Le dérèglement climatique

Le dérèglement climatique et ses conséquences peuvent être soit la cause de conflits nouveaux, soit provoquer un sursaut de solidarité humaine face au danger.

Quel rôle la franc-maçonnerie peut-elle jouer dans cette alternative ?


La réflexion sur l’impact négatif de l’action humaine sur l’environnement est alimentée par les médias et les réseaux associatifs ; c’est pourquoi notre commission ne parlera pas de bilan, mais de prospective.
La première action à mener est de faire un audit inter-obédienciel de nos réseaux, en France mais aussi en Europe. Il nous faut lister les compétences de nos frères et sœurs présents dans les sciences techniques et humaines et trouver des spécialistes de la logistique, de l’urbanisme ou des Technologies de l’Information. Cette phase nous permettra d’approfondir nos connaissances et d’avoir la caution de sommités lors de rapports que les Loges pourraient fournir aux décideurs publics et privés au niveau européen.  Si nous voulons être crédibles et cohérents dans notre apport de propositions, nous devons également renforcer notre communication interne sur le débat.
La seconde étape est plus délicate. Il s’agit de faire entendre notre voix à l’échelon européen, comme l’ont fait depuis 1995 les ONG, pour nous placer progressivement non pas en opposants ou en partisans, mais en prescripteurs. Concrètement, nous devons nous interroger sur la faisabilité d’un lobbying déclaré, officiel  et encadré par les lois en vigueur pour insérer notre réflexion dans les plans d’actions de l’UE.

Cela amènera la mise en oeuvre de moyens conséquents et coordonnés, de manière complémentaire aux autres zones du globe.
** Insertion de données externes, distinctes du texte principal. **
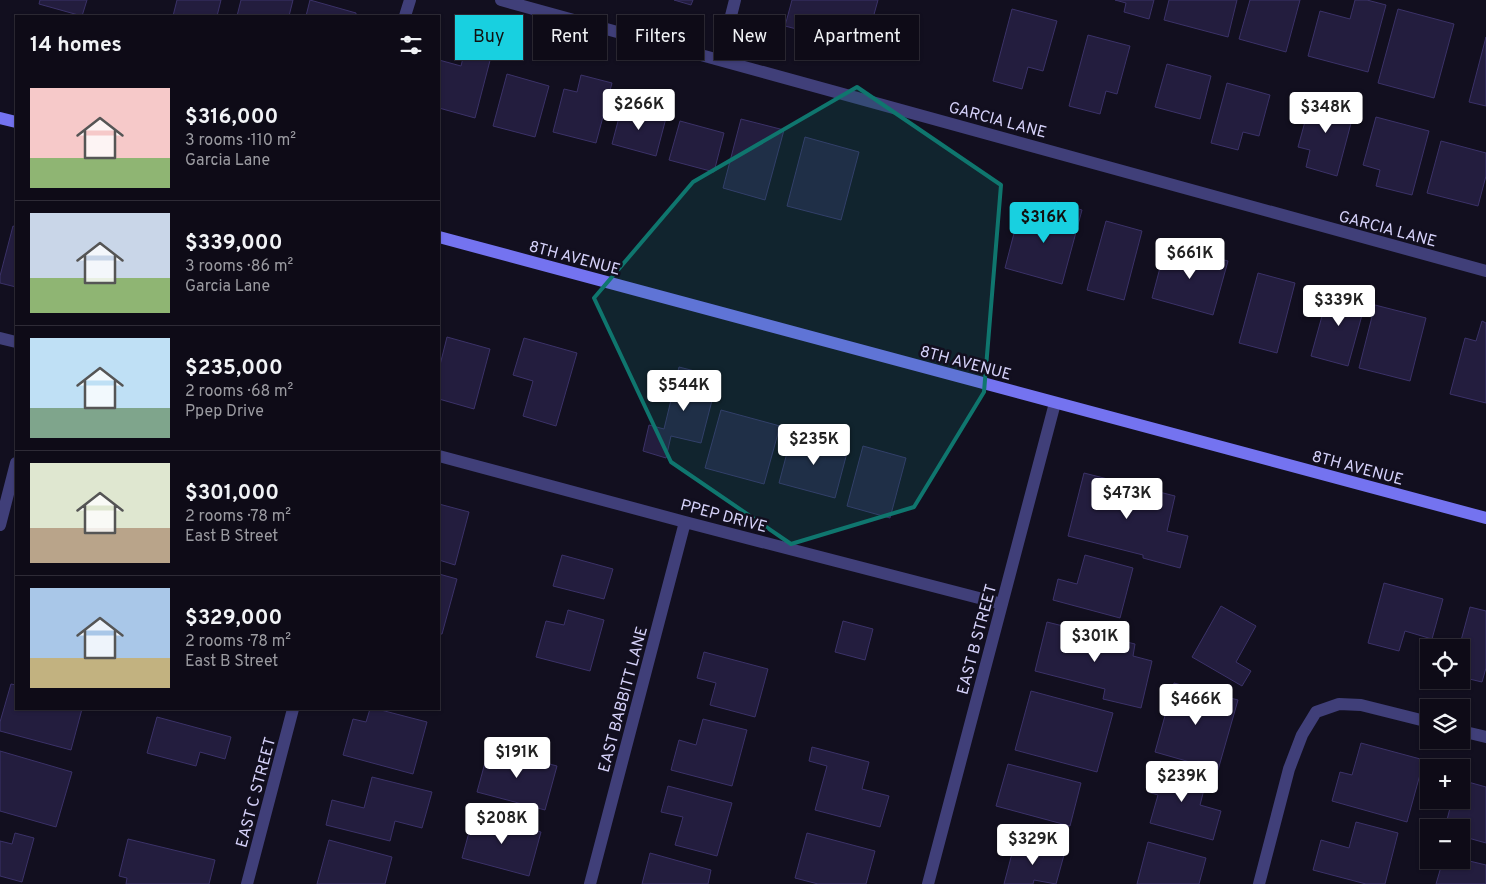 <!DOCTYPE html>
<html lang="en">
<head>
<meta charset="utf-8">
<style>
	body { margin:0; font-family:Overpass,sans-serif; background:#1c1924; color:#f1f3f6; height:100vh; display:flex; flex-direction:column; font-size:19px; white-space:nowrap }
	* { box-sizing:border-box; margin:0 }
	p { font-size:16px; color:#9b9ba1 }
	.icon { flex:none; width:28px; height:28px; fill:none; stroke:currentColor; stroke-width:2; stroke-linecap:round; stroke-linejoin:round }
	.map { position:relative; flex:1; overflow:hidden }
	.drawer { position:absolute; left:15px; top:15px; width:425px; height:695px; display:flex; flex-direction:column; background:#0e0b17; border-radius:0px; box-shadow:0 1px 4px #0004,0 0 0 1px #2e2b36 }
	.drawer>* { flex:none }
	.guide { position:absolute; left:455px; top:15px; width:475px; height:45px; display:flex; gap:10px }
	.controls { position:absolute; left:1420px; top:639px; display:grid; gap:10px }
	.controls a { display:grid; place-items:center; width:50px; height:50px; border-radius:0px; background:#0e0b17; box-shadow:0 1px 4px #0004,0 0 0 1px #2e2b36; font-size:25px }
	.price { position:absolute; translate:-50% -42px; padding:0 11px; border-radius:5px; background:#fff; color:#222; font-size:16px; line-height:32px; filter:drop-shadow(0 1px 2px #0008) }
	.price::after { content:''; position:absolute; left:50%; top:30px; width:15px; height:11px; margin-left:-8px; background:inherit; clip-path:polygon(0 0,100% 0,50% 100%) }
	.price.current { background:#18d0e0; color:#111 }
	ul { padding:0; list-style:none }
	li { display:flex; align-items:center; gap:15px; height:125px; padding:0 15px }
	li+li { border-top:1px solid #2e2b36 }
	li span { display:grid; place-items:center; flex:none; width:140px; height:100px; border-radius:0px; color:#555 }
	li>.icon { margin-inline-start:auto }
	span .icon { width:60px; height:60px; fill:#fffc; stroke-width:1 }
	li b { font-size:21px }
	h2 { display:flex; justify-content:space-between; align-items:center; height:60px; padding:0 15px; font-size:21px }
	.tag { padding:0 18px; border-radius:0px; background:#0e0b17; box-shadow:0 1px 4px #0004,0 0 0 1px #2e2b36; font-size:18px; line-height:45px }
	.tag.current { background:#18d0e0; color:#111 }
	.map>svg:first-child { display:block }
	.building { fill:#231d3e; stroke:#3b3268 }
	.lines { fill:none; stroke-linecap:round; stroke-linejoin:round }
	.minor { stroke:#403f79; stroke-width:12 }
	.secondary { stroke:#7473f0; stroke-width:12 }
	.marked { fill:#0f766e; fill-opacity:0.2; stroke:#0f766e; stroke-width:4; stroke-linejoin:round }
	.labels { text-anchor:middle; stroke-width:5; stroke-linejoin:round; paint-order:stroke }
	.street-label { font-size:16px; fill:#d6d2fa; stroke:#120f1f }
</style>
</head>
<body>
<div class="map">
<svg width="1486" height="884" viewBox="0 0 1486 884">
	<rect width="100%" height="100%" fill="#120f1f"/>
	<path class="building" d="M 40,0 L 87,0 L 82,16 L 39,4 Z
		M 177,0 L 221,0 L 217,16 L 173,16 Z
		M 241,0 L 293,0 L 289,16 L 237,16 Z
		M 310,0 L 356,13 L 356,16 L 306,16 Z
		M 674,0 L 693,0 L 691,5 Z
		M 792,0 L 878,0 L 865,47 L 785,26 Z
		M 1115,0 L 1154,0 L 1149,19 L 1124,12 L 1126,3 Z
		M 1169,0 L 1237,0 L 1228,37 L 1164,20 Z
		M 1250,0 L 1300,0 L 1286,52 L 1239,39 Z
		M 1355,0 L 1367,0 L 1386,5 L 1368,72 L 1308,56 L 1320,11 L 1350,19 Z
		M 1012,9 L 1057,21 L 1043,71 L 1028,67 L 1022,89 L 993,81 Z
		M 1398,9 L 1454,24 L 1434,98 L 1378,83 Z
		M 1088,35 L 1130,46 L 1117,94 L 1106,91 L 1100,114 L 1069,106 Z
		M 1486,37 L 1486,106 L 1469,102 Z
		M 467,42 L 493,49 L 475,118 L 439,108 L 439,60 L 461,66 Z
		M 1167,64 L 1211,76 L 1200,119 L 1155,107 Z
		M 507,74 L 549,86 L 535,137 L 493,126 Z
		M 581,75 L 612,83 L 596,143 L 553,132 L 564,89 L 577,92 Z
		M 1227,83 L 1270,95 L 1259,136 L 1243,132 L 1238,150 L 1211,143 Z
		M 1312,96 L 1355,108 L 1337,176 L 1306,167 L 1310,150 L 1298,147 Z
		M 622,106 L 666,118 L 656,156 L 612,144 Z
		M 1376,117 L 1429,131 L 1412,195 L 1376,186 L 1380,170 L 1363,165 Z
		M 741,119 L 784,130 L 765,200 L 723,188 Z
		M 680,121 L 724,133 L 714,172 L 669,160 Z
		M 805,137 L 859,152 L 841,220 L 787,206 Z
		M 1441,141 L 1486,153 L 1486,176 L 1478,206 L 1427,193 Z
		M 1056,202 L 1082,210 L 1062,284 L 1005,268 L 1019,214 L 1050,222 Z
		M 1106,221 L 1142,231 L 1124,300 L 1087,290 Z
		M 13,226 L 16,227 L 16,287 L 0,283 L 0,276 Z
		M 1166,245 L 1228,261 L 1213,315 L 1152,298 Z
		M 1258,273 L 1295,283 L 1277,353 L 1239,343 Z
		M 1330,287 L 1367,297 L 1348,366 L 1311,356 Z
		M 1375,305 L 1426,318 L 1410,381 L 1359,368 Z
		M 1482,321 L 1486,323 L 1486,403 L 1450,394 L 1465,338 L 1476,341 Z
		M 447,337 L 490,349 L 474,409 L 439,399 L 439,369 Z
		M 524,338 L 577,353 L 556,426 L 523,416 L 533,381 L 513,375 Z
		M 679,367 L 718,377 L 701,443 L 671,436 L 666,458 L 643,451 L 649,425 L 664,429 Z
		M 721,410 L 780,426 L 764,484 L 705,468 Z
		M 792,434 L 848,449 L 835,498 L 779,483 Z
		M 863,446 L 906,458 L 890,518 L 847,506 Z
		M 1084,473 L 1175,496 L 1167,531 L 1188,536 L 1180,568 L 1143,558 L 1143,555 L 1068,536 Z
		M 439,504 L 469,512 L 455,565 L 439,560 Z
		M 562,555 L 613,569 L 604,599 L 553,586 Z
		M 1085,555 L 1133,568 L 1120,618 L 1053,600 L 1058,579 L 1077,584 Z
		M 439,574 L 457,579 L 442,634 L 439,634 Z
		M 1384,583 L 1443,599 L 1432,639 L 1405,631 L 1399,651 L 1368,643 Z
		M 1221,606 L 1256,626 L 1236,662 L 1251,671 L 1242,686 L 1192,657 Z
		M 1470,607 L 1486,611 L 1486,668 L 1482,682 L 1461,677 L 1461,648 L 1459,648 Z
		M 568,610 L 604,620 L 590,671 L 536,657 L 546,621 L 564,625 Z
		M 843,621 L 873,629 L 865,660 L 835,652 Z
		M 1047,622 L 1135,644 L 1133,656 L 1152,661 L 1141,708 L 1103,699 L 1105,689 L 1035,671 Z
		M 704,652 L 768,669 L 755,717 L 710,705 L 716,683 L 697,678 Z
		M 1174,683 L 1238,700 L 1218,770 L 1155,752 Z
		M 11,684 L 16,685 L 16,709 L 82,709 L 71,750 L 0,731 L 0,722 Z
		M 1031,691 L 1113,713 L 1097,772 L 1015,750 Z
		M 370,709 L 377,709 L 427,722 L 413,774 L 343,755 L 353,719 L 366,722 Z
		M 157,717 L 231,737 L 225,759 L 200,752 L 196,766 L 147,753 Z
		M 703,719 L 747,730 L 732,786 L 671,770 L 679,740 L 696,745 Z
		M 1361,743 L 1424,760 L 1407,822 L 1332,801 L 1340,772 L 1352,775 Z
		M 812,747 L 869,762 L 862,789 L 889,796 L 880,827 L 815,810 L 827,766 L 809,761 Z
		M 489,748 L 557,766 L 545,810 L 477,792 Z
		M 0,751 L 72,772 L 56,827 L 0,811 Z
		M 1008,764 L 1081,783 L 1070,826 L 996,806 Z
		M 1155,764 L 1207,778 L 1200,805 L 1221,811 L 1213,840 L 1150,823 L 1158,795 L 1148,792 Z
		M 372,777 L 432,792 L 422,828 L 395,821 L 390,841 L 326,825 L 332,800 L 364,808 Z
		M 1461,780 L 1486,787 L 1486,843 L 1461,836 L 1461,828 L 1445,828 L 1452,800 L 1461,800 Z
		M 668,786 L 732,803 L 717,856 L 675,845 L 683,817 L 661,812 Z
		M 474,814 L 541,832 L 529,876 L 462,858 Z
		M 1356,822 L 1398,833 L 1385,884 L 1366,884 L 1313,870 L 1321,840 L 1349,848 Z
		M 15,833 L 34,838 L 22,882 L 0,876 L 0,841 L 12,844 Z
		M 807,833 L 875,851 L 866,884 L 818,884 L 795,878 Z
		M 128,839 L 215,860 L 209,884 L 126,884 L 127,878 L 119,876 Z
		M 329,840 L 392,857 L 385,884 L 317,884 Z
		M 1015,842 L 1064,855 L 1056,884 L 1034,880 L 1033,884 L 1004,884 Z
		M 1148,842 L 1206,858 L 1199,884 L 1137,884 Z
		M 650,853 L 711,870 L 708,884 L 642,884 Z
		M 1461,859 L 1486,865 L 1486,884 L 1436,884 L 1443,860 L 1461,860 Z"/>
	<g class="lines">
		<path class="minor" d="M 501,0 L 1486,271
			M 405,16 L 410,0
			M 720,59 L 735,0
			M 0,338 L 16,342
			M 439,456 L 685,522 L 1002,604
			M 0,525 L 16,463
			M 1461,731 L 1486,737
			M 247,884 L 293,709
			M 590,884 L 685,522
			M 928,884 L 1055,403
			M 1259,884 L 1289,769 L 1302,735 L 1316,712 L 1339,704 L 1361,705 L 1429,722"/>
		<path class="secondary" d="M 0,118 L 16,122
			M 439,237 L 1486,518"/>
	</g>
	<path class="marked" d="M 857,87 L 1001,185 L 984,392 L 914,507 L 791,544 L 671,462 L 594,298 L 693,182 Z"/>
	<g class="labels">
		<g class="street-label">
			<text transform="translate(998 119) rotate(15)" y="6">GARCIA LANE</text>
			<text transform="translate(1388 228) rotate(15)" y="6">GARCIA LANE</text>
			<text transform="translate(575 257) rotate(15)" y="6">8TH AVENUE</text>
			<text transform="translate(966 362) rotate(15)" y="6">8TH AVENUE</text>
			<text transform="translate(1358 467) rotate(15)" y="6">8TH AVENUE</text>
			<text transform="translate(724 515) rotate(15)" y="6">PPEP DRIVE</text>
			<text transform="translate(976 639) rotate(-75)" y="6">EAST B STREET</text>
			<text transform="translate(622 699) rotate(-75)" y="6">EAST BABBITT LANE</text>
			<text transform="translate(255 792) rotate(-75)" y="6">EAST C STREET</text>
		</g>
	</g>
</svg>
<div class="controls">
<a><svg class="icon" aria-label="locate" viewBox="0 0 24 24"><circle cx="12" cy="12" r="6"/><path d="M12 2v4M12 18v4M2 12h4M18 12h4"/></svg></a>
<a><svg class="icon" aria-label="layers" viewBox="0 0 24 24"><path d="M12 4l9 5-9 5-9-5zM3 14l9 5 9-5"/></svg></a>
<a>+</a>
<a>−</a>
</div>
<b class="price" style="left:639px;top:131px">$266K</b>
<b class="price" style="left:1326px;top:134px">$348K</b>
<b class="price current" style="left:1044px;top:244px">$316K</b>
<b class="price" style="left:1190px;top:280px">$661K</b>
<b class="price" style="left:1339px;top:327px">$339K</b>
<b class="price" style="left:684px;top:412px">$544K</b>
<b class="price" style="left:814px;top:466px">$235K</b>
<b class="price" style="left:1127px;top:520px">$473K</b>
<b class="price" style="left:1095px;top:663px">$301K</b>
<b class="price" style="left:1196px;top:726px">$466K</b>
<b class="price" style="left:517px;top:779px">$191K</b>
<b class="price" style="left:1182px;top:803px">$239K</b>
<b class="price" style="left:502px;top:845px">$208K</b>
<b class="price" style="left:1033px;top:866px">$329K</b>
<div class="guide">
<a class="tag current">Buy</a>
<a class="tag">Rent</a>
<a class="tag">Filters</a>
<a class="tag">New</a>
<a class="tag">Apartment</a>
</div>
<section class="drawer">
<h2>14 homes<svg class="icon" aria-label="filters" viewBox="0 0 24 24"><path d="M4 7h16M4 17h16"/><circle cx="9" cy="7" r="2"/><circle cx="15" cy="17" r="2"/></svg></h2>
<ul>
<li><span style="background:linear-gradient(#f6c9c9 70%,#8fb573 0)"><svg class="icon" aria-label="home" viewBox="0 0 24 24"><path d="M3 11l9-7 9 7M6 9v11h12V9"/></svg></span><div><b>$316,000</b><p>3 rooms · 110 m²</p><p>Garcia Lane</p></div></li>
<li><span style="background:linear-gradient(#c9d6e8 65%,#8fb573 0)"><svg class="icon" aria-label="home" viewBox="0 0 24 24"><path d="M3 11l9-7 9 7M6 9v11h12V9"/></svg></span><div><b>$339,000</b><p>3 rooms · 86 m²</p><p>Garcia Lane</p></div></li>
<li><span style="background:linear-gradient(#bfe0f5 70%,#7fa58c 0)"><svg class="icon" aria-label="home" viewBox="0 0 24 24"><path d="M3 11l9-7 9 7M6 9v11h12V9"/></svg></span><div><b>$235,000</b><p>2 rooms · 68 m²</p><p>Ppep Drive</p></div></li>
<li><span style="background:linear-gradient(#dfe7d0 65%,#b9a48a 0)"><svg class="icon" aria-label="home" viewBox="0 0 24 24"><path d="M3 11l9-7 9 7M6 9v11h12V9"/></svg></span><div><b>$301,000</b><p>2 rooms · 78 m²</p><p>East B Street</p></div></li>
<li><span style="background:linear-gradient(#a9c7e8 70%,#c2b280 0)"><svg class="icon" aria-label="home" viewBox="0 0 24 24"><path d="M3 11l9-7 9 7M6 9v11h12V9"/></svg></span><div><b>$329,000</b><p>2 rooms · 78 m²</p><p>East B Street</p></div></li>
</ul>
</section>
</div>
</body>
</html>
De nombreuses associations à caractère spirituel ou religieux ont déjà leurs représentations auprès des institutions communautaires, pour mieux faire entendre leur voix dans le monde profane. Il n’y a rien de dégradant, ni d’anormal à ce que nous en fassions de même. La franc-maçonnerie peut aussi jouer un rôle via l’éducation et la formation.

Toutes les écoles de commerce travaillent sur les modèles économiques et sociaux de management. La dimension multiculturelle et humanitaire y est très marquée, tant au niveau des programmes que des actions menées par les étudiants. Le développement durable, la prise en compte de la diversité et la gestion des risques font partie intégrante du fonctionnement et des stratégies de ces écoles. Il n’y aurait donc pas d’offense à aller présenter nos préconisations sur la question climatique. Il ne s’agit pas de prosélytisme, mais de montrer combien la tolérance et la libre pensée peuvent être efficaces dans la gestion des organisations. La franc-maçonnerie, et tout particulièrement le Grand Orient de France, a contribué à la réflexion sur des enjeux de société comme l’abolition de la peine de mort ou la liberté de l’avortement. Il n’y a rien de choquant à contribuer activement à la recherche de solutions à l’un des plus grands problèmes de notre temps. Cela ne signifie pas que les obédiences doivent tout faire elle-mêmes. Elle n’en ont ni la capacité, ni la volonté. Mais cette « révolution culturelle » peut mobiliser d’autres structures alliées, dans des domaines vitaux au regard des déplacements massifs de population à venir.
Attention : si nous continuons la politique de l’autruche sur les actions à mener –  serait-ce qu’à titre de conseil et d’aide à la gouvernance – nous n’aurons peut-être plus demain la même audience qu’aujourd’hui dans un monde qui aura évolué et survécu sans nous.

Songez-y avant qu’il ne soit trop tard, …

Les membres de la commission – avril 2010: J-J DEB (Président), G. HOL (Rapporteur), J-M GAI, J-P DAR et F. VEC (Rédacteur).